(Stored data entries)
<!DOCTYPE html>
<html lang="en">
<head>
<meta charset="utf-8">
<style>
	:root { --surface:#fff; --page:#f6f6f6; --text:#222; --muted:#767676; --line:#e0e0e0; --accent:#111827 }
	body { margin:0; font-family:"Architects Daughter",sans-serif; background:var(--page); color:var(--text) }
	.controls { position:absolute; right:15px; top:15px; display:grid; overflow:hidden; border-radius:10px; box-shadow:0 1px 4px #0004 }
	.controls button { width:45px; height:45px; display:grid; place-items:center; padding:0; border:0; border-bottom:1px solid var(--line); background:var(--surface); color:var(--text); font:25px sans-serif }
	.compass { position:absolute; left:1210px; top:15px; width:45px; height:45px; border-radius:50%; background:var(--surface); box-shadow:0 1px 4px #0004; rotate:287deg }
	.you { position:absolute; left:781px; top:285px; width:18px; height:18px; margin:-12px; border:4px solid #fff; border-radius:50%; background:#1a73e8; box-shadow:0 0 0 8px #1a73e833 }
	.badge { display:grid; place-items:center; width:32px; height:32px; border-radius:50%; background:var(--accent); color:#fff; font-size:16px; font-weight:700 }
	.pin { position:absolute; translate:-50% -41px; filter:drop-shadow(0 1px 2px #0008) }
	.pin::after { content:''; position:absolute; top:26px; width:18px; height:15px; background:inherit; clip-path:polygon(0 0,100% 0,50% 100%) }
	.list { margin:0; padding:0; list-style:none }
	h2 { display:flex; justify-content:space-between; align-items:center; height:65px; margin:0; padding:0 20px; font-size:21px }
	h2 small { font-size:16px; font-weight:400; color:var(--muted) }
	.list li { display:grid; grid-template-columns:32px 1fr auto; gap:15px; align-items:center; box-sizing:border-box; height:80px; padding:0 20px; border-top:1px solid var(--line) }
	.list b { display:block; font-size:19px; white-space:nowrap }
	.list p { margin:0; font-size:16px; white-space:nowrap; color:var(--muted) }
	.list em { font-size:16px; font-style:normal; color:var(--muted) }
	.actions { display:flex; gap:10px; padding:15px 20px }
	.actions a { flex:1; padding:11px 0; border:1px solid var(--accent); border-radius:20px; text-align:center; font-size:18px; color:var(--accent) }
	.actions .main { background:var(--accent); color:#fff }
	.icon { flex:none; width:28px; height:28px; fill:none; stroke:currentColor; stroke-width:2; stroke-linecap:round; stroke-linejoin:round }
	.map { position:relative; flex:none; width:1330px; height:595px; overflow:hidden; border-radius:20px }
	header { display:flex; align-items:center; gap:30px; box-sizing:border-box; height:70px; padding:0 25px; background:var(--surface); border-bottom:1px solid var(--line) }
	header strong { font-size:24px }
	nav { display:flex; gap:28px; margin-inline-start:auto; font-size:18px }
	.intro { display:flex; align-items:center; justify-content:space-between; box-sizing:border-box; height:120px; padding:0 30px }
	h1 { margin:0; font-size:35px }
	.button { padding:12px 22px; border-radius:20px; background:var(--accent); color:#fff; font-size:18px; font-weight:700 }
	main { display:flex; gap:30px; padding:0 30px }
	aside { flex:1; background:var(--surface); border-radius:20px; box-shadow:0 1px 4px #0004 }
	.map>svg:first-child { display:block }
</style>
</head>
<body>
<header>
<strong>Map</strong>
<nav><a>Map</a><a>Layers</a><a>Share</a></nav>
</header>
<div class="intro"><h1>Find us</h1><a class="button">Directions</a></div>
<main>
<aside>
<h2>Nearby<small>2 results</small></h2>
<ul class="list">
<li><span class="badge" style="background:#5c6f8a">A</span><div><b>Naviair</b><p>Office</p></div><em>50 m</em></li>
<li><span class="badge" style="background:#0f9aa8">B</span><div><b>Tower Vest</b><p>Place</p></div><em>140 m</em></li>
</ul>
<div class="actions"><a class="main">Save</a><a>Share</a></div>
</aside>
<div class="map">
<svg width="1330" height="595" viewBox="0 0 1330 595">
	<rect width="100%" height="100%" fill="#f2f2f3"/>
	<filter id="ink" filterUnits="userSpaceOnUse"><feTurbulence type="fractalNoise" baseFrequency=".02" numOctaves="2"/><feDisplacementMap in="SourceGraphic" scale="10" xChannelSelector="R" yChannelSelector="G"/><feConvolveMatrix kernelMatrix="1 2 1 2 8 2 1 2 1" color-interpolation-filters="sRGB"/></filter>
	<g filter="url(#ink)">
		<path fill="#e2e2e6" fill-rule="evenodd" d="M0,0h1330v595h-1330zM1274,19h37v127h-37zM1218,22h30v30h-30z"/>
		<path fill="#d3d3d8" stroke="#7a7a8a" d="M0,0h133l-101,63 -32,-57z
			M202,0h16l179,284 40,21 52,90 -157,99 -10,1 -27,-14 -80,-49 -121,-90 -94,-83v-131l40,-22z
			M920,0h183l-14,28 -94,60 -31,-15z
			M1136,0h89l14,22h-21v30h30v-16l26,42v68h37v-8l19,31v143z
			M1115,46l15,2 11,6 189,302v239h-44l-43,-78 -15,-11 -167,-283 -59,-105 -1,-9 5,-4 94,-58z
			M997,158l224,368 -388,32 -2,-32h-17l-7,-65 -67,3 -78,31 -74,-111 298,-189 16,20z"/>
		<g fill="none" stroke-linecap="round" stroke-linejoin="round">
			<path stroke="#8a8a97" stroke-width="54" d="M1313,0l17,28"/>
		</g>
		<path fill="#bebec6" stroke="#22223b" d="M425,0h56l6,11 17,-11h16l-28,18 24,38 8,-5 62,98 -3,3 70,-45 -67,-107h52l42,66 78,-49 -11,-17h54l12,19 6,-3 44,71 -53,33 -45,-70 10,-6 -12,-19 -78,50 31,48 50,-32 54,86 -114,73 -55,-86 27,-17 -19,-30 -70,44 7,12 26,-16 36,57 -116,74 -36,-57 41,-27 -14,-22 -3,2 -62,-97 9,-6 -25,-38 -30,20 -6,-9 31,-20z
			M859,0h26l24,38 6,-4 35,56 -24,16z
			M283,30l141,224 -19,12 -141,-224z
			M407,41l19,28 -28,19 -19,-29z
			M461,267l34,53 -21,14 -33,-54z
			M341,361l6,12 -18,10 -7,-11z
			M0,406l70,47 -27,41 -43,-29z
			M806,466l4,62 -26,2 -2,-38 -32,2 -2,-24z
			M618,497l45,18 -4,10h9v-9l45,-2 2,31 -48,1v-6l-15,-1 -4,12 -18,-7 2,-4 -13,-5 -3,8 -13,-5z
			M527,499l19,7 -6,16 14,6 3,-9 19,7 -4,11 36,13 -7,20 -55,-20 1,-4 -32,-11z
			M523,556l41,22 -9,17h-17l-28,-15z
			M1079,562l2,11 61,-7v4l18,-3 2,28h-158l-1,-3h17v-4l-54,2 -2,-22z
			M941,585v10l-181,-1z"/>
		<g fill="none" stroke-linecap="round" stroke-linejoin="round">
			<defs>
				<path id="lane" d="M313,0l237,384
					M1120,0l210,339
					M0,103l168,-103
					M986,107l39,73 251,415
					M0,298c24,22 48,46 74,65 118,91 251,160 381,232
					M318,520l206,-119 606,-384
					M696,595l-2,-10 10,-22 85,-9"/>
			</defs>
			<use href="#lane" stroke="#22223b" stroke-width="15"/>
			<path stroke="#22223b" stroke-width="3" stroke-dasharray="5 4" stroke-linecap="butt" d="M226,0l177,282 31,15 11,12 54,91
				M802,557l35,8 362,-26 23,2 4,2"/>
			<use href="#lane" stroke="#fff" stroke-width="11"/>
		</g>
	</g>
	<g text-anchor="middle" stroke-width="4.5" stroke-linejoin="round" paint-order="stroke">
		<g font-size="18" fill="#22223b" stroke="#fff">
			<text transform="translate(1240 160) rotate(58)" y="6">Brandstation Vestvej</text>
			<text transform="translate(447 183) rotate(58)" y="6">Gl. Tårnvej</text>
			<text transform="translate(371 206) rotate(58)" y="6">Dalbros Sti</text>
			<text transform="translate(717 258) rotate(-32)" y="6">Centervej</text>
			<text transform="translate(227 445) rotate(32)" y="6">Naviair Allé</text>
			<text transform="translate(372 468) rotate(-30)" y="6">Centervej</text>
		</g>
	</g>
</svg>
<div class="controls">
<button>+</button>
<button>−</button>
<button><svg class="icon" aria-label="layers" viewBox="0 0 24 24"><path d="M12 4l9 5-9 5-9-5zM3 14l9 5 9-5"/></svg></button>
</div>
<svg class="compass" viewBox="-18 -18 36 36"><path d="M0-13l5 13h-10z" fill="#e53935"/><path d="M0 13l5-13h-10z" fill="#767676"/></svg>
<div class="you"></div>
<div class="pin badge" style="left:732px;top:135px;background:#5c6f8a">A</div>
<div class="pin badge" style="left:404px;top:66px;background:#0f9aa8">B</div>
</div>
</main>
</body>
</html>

Description of the task → Nothing but an exact copy of the lines from the first one above through the line holding "position:absolute; right:15px; top:15px;" should be returned.

Expected answer →
<!DOCTYPE html>
<html lang="en">
<head>
<meta charset="utf-8">
<style>
	:root { --surface:#fff; --page:#f6f6f6; --text:#222; --muted:#767676; --line:#e0e0e0; --accent:#111827 }
	body { margin:0; font-family:"Architects Daughter",sans-serif; background:var(--page); color:var(--text) }
	.controls { position:absolute; right:15px; top:15px; display:grid; overflow:hidden; border-radius:10px; box-shadow:0 1px 4px #0004 }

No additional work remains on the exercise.